An anonymous illustrator, who goes by the Instagram handle Trans Disney, is drawing the studio's most famous tales as if their lead characters were trans.
The artist is an art director from New York City who spent their childhood watching Disney movies.
"I love them and always will as they talk about love, freedom, and transformation," the artist wrote on Bored Panda.
Growing up, I realized that they don't include a very important category: transgender people.
"Growing up, I realized that they don't include a very important category: transgender people. People who more than anyone else know the meaning of and seek for that love, freedom and transformation portrayed by Disney," they continued.
Thus, their series of Disney characters reimagined as transgender was born! Using Photoshop and a design tablet, the artist re-illustrated a number of classic characters, such as Ariel, Peter Pan, Aurora and Pinocchio.
The artist hopes their work will be able to "tear down the stigmas and taboos about the LGBTQ community ... Or at least break the tip of the iceberg."
Specifically, trans rights in the U.S. have been consistently attacked by President Donald Trump, who not only reversed Barack Obama's policy to allow trans students to use the bathroom of their choice, but also plans to ban trans individuals from serving in the military.
LGBTQ activist and "Orange is the New Black" star Laverne Cox recently spoke about these issues at L.A.'s Beautycon festival earlier this week.
"We're in survival mode now, because so many basic rights we've fought for for a really long time are being threatened," Cox said, according to Pret-a-Reporter.
While Cox recognized that trans people are gaining more visibility today, she emphasized that the community still needs more allies.
"Because of social media, more of our voices are elevated, so we're able to talk back in a way that we have not been able to before... But we need more allies coming on board to say these lives matter," she said.

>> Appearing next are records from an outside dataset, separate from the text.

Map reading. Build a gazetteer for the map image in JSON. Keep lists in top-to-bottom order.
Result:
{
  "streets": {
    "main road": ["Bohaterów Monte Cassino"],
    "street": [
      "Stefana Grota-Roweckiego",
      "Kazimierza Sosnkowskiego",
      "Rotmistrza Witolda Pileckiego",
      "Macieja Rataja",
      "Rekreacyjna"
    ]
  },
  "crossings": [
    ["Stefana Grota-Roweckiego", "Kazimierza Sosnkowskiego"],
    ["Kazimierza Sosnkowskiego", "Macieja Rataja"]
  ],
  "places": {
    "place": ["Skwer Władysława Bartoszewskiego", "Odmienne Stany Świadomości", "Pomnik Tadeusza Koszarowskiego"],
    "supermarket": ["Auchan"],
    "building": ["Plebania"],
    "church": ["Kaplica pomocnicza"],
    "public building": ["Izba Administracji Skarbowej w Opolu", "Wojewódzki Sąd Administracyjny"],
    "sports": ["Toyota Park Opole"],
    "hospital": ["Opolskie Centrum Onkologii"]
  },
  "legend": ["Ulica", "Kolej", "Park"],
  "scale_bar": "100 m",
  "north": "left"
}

That's why the New York artist's work is so important. Not only does it help normalize and celebrate the trans community, but also recognizes them as people who deserve to have their story told.
Although it's 2017 and Disney still hasn't introduced a transgender prince or princess, the studio did include a trans character in "Finding Dory" last year.

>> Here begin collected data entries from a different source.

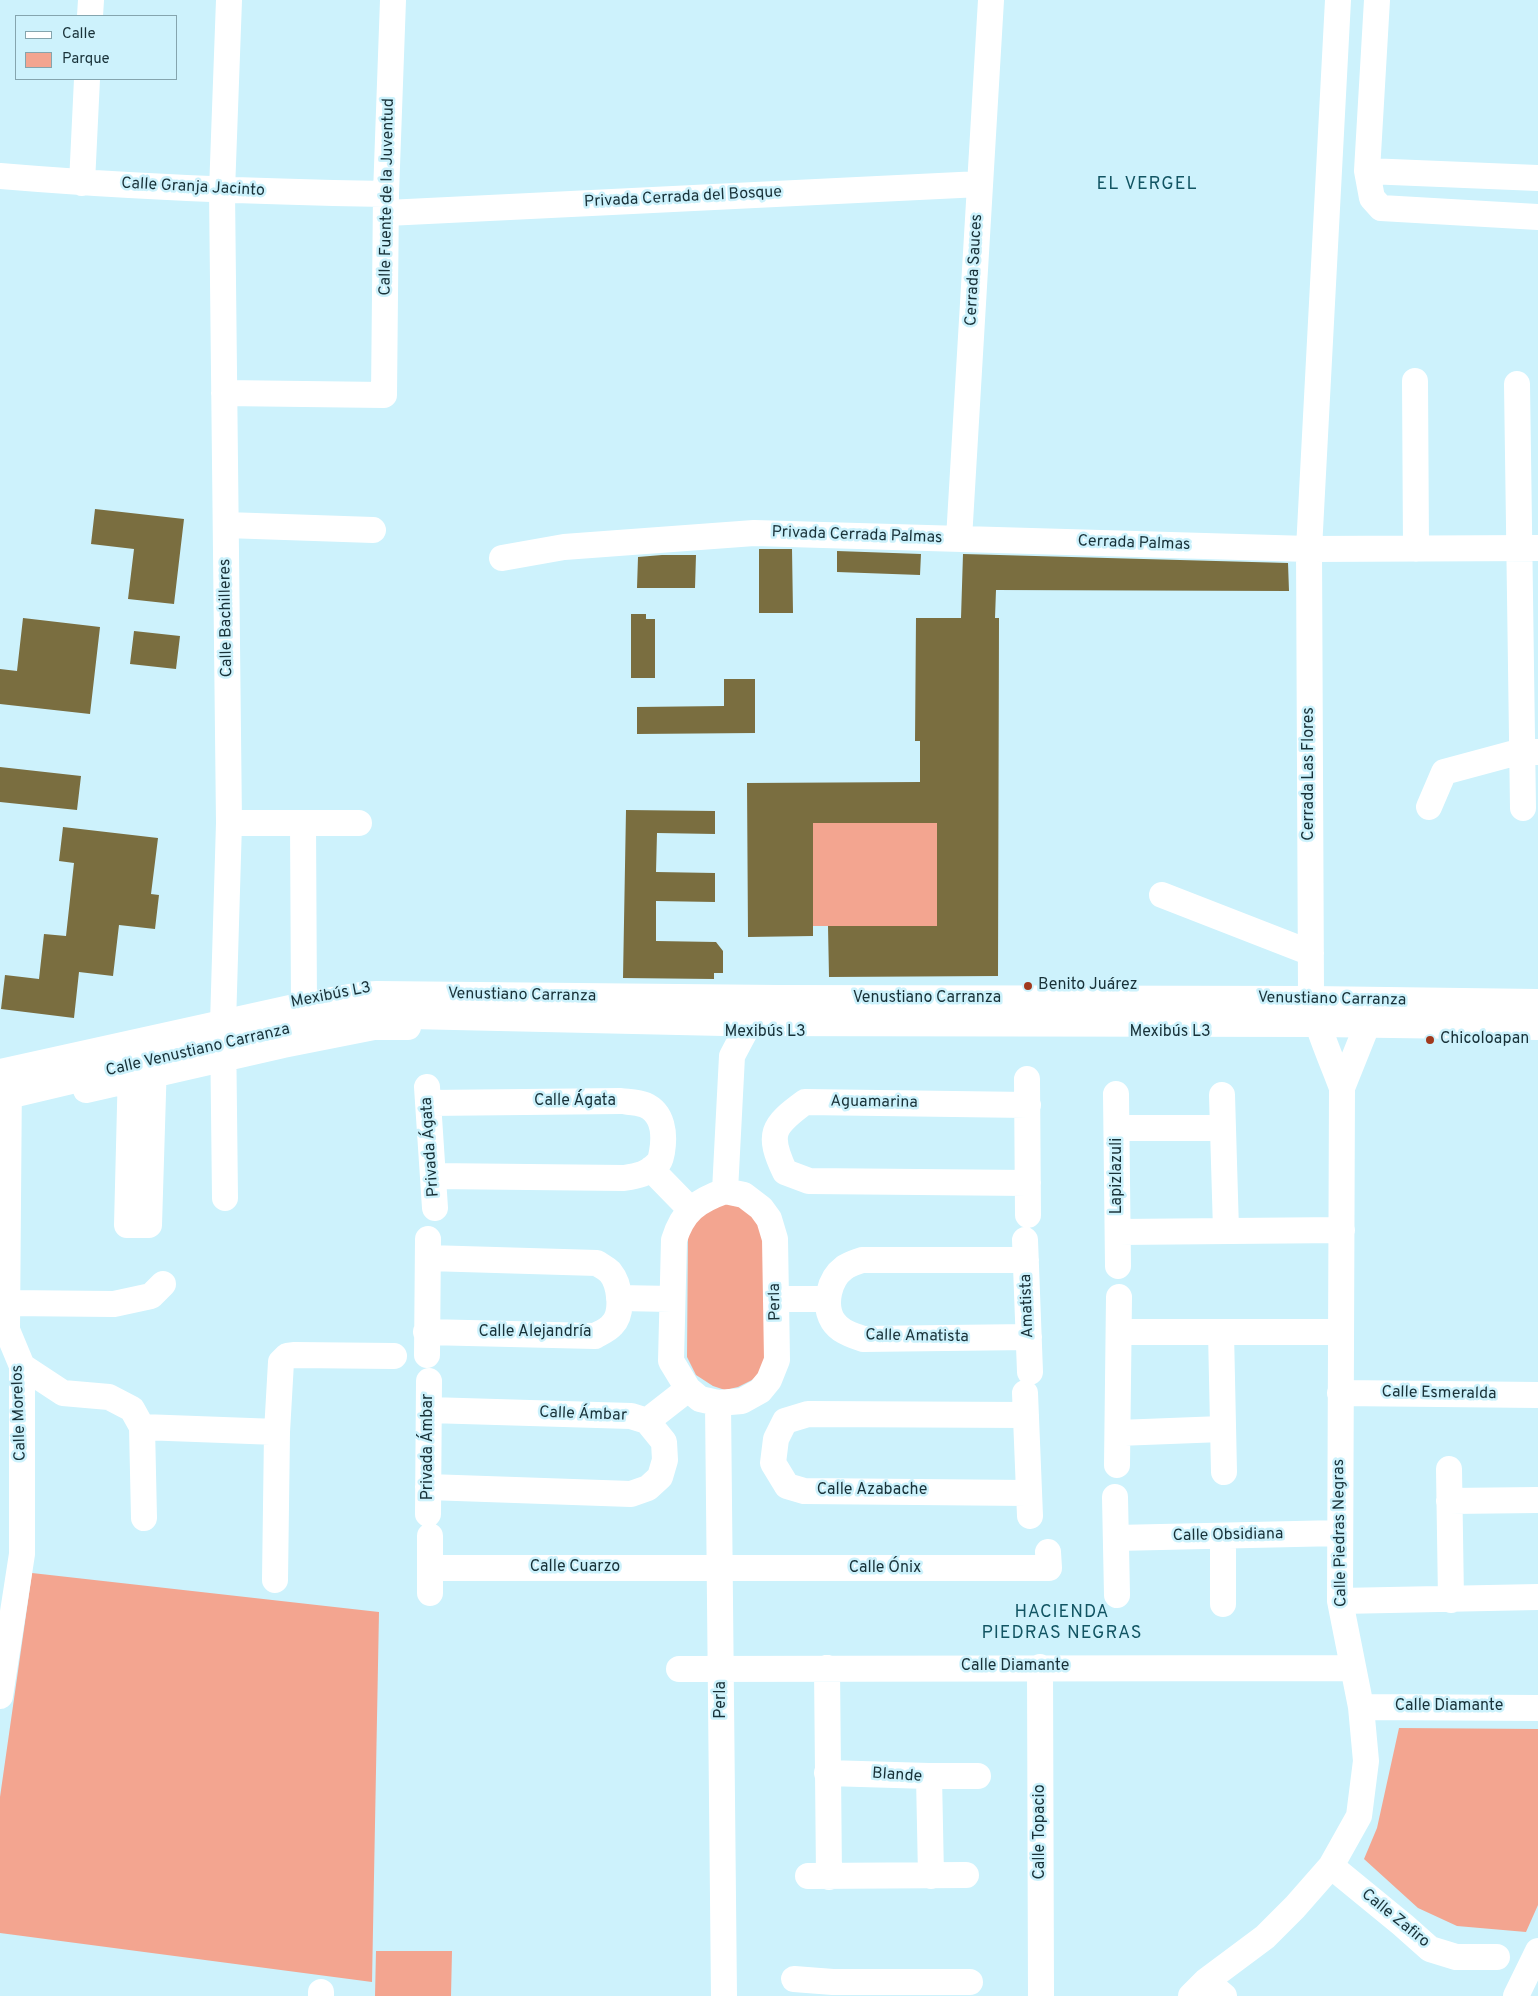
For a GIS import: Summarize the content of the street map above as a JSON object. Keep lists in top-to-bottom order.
{
  "streets": {
    "main road": ["Venustiano Carranza", "Calle Venustiano Carranza"],
    "street": [
      "Calle Granja Jacinto",
      "Calle Fuente de la Juventud",
      "Privada Cerrada del Bosque",
      "Cerrada Sauces",
      "Privada Cerrada Palmas",
      "Cerrada Palmas",
      "Calle Bachilleres",
      "Cerrada Las Flores",
      "Mexibús L3",
      "Calle Ágata",
      "Aguamarina",
      "Privada Ágata",
      "Lapizlazuli",
      "Perla",
      "Amatista",
      "Calle Alejandría",
      "Calle Amatista",
      "Calle Esmeralda",
      "Calle Morelos",
      "Calle Ámbar",
      "Privada Ámbar",
      "Calle Azabache",
      "Calle Piedras Negras",
      "Calle Obsidiana",
      "Calle Cuarzo",
      "Calle Ónix",
      "Calle Diamante",
      "Blande",
      "Calle Topacio",
      "Calle Zafiro"
    ]
  },
  "crossings": [
    ["Calle Granja Jacinto", "Calle Fuente de la Juventud"],
    ["Calle Granja Jacinto", "Privada Cerrada del Bosque"],
    ["Calle Granja Jacinto", "Calle Bachilleres"],
    ["Calle Fuente de la Juventud", "Privada Cerrada del Bosque"],
    ["Calle Fuente de la Juventud", "Calle Bachilleres"],
    ["Privada Cerrada del Bosque", "Cerrada Sauces"],
    ["Cerrada Sauces", "Privada Cerrada Palmas"],
    ["Cerrada Sauces", "Cerrada Palmas"],
    ["Privada Cerrada Palmas", "Cerrada Palmas"],
    ["Cerrada Palmas", "Cerrada Las Flores"],
    ["Calle Bachilleres", "Mexibús L3"],
    ["Calle Bachilleres", "Calle Venustiano Carranza"],
    ["Cerrada Las Flores", "Mexibús L3"],
    ["Cerrada Las Flores", "Venustiano Carranza"],
    ["Cerrada Las Flores", "Calle Piedras Negras"],
    ["Mexibús L3", "Venustiano Carranza"],
    ["Mexibús L3", "Calle Venustiano Carranza"],
    ["Mexibús L3", "Calle Piedras Negras"],
    ["Venustiano Carranza", "Calle Venustiano Carranza"],
    ["Venustiano Carranza", "Calle Piedras Negras"],
    ["Calle Venustiano Carranza", "Calle Morelos"],
    ["Calle Ágata", "Privada Ágata"],
    ["Lapizlazuli", "Calle Piedras Negras"],
    ["Perla", "Calle Cuarzo"],
    ["Perla", "Calle Ónix"],
    ["Perla", "Calle Diamante"],
    ["Amatista", "Calle Amatista"],
    ["Amatista", "Calle Azabache"],
    ["Calle Esmeralda", "Calle Piedras Negras"],
    ["Calle Ámbar", "Privada Ámbar"],
    ["Privada Ámbar", "Calle Cuarzo"],
    ["Calle Piedras Negras", "Calle Obsidiana"],
    ["Calle Piedras Negras", "Calle Diamante"],
    ["Calle Piedras Negras", "Calle Zafiro"],
    ["Calle Cuarzo", "Calle Ónix"],
    ["Calle Diamante", "Calle Topacio"]
  ],
  "districts": ["EL VERGEL", "HACIENDA PIEDRAS NEGRAS"],
  "places": ["Benito Juárez", "Chicoloapan"],
  "legend": ["Calle", "Parque"]
}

"There's a stingray that's becoming sting-Rhonda, so there's a trans sting in the movie," Ellen DeGeneres, who voices the title character, told USA Today at the time.

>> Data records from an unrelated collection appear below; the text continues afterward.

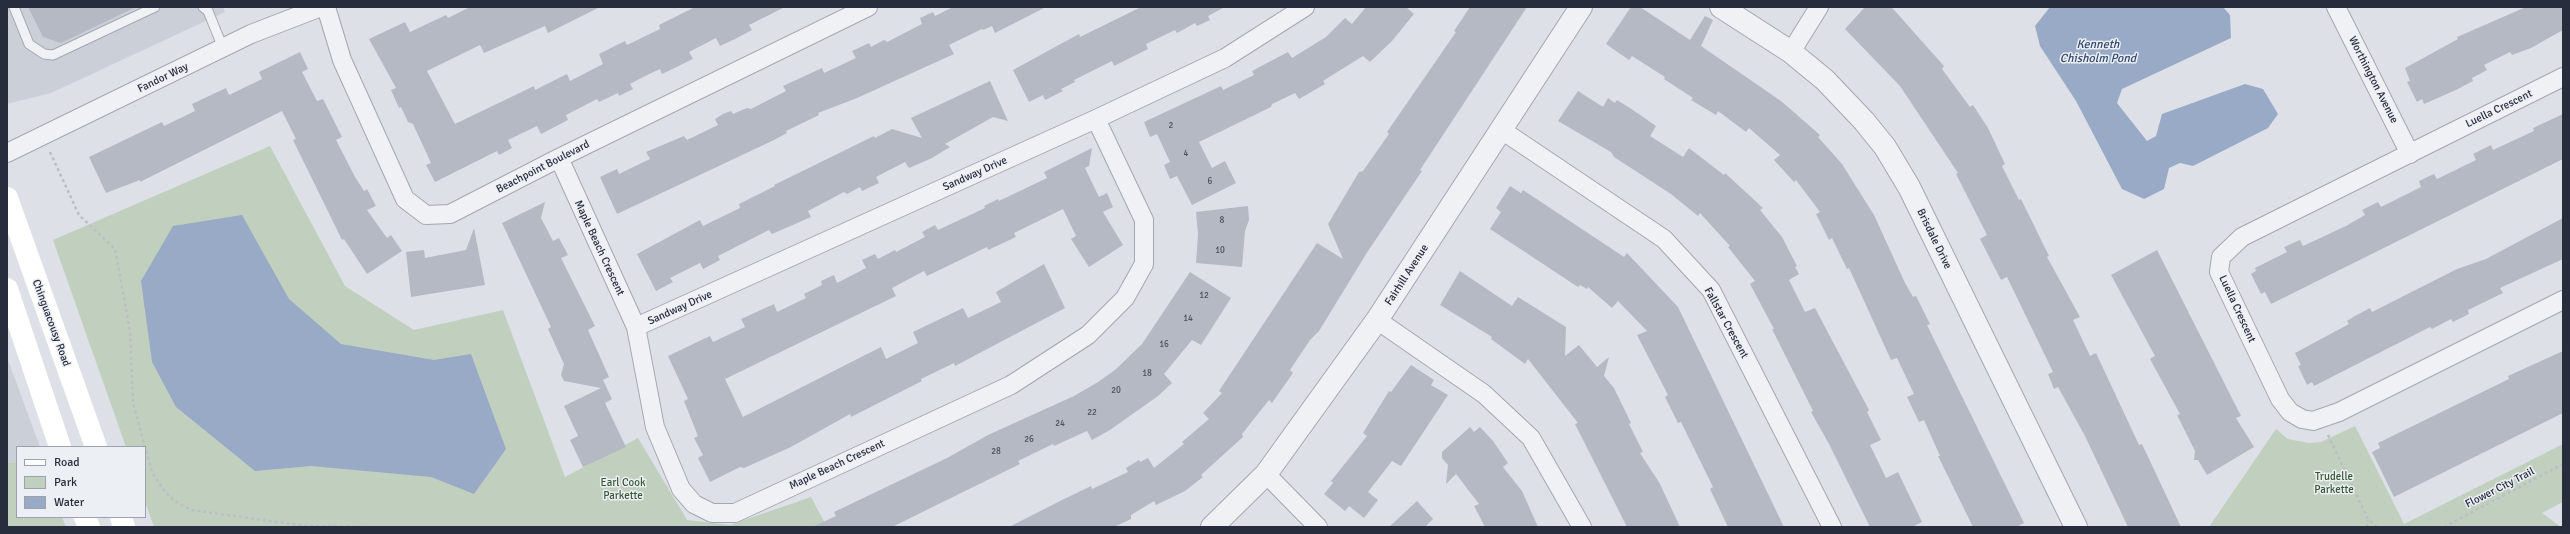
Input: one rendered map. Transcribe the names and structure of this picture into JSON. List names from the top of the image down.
{
  "streets": {
    "main road": ["Chinguacousy Road"],
    "street": [
      "Fandor Way",
      "Worthington Avenue",
      "Luella Crescent",
      "Beachpoint Boulevard",
      "Sandway Drive",
      "Brisdale Drive",
      "Maple Beach Crescent",
      "Fairhill Avenue",
      "Fallstar Crescent"
    ],
    "path": ["Flower City Trail"]
  },
  "crossings": [
    ["Worthington Avenue", "Luella Crescent"],
    ["Beachpoint Boulevard", "Maple Beach Crescent"],
    ["Sandway Drive", "Maple Beach Crescent"],
    ["Fairhill Avenue", "Fallstar Crescent"]
  ],
  "water": ["Kenneth Chisholm Pond"],
  "parks": ["Trudelle Parkette", "Earl Cook Parkette"],
  "house_numbers": [
    "2",
    "4",
    "6",
    "8",
    "10",
    "12",
    "14",
    "16",
    "18",
    "20",
    "22",
    "24",
    "26",
    "28"
  ],
  "legend": ["Road", "Park", "Water"]
}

Not only does it help normalize and celebrate the trans community, but also recognizes them as people who deserve to have their story told.
Disney is also making a conscious effort to include the LGBTQ community in its movies and TV shows. Earlier this year, the live-action remake of "Beauty and the Beast" included Disney's first gay character in a movie, and an episode of Disney XD's "Star vs. The Forces of Evil" featured its first same-sex kiss on-screen. And most recently, Disney's "Doc McStuffins" featured interracial lesbian moms.
Let's hope Disney continues its streak of being both inclusive and diverse, and that this artist's work helps bring even more visibility to the trans community.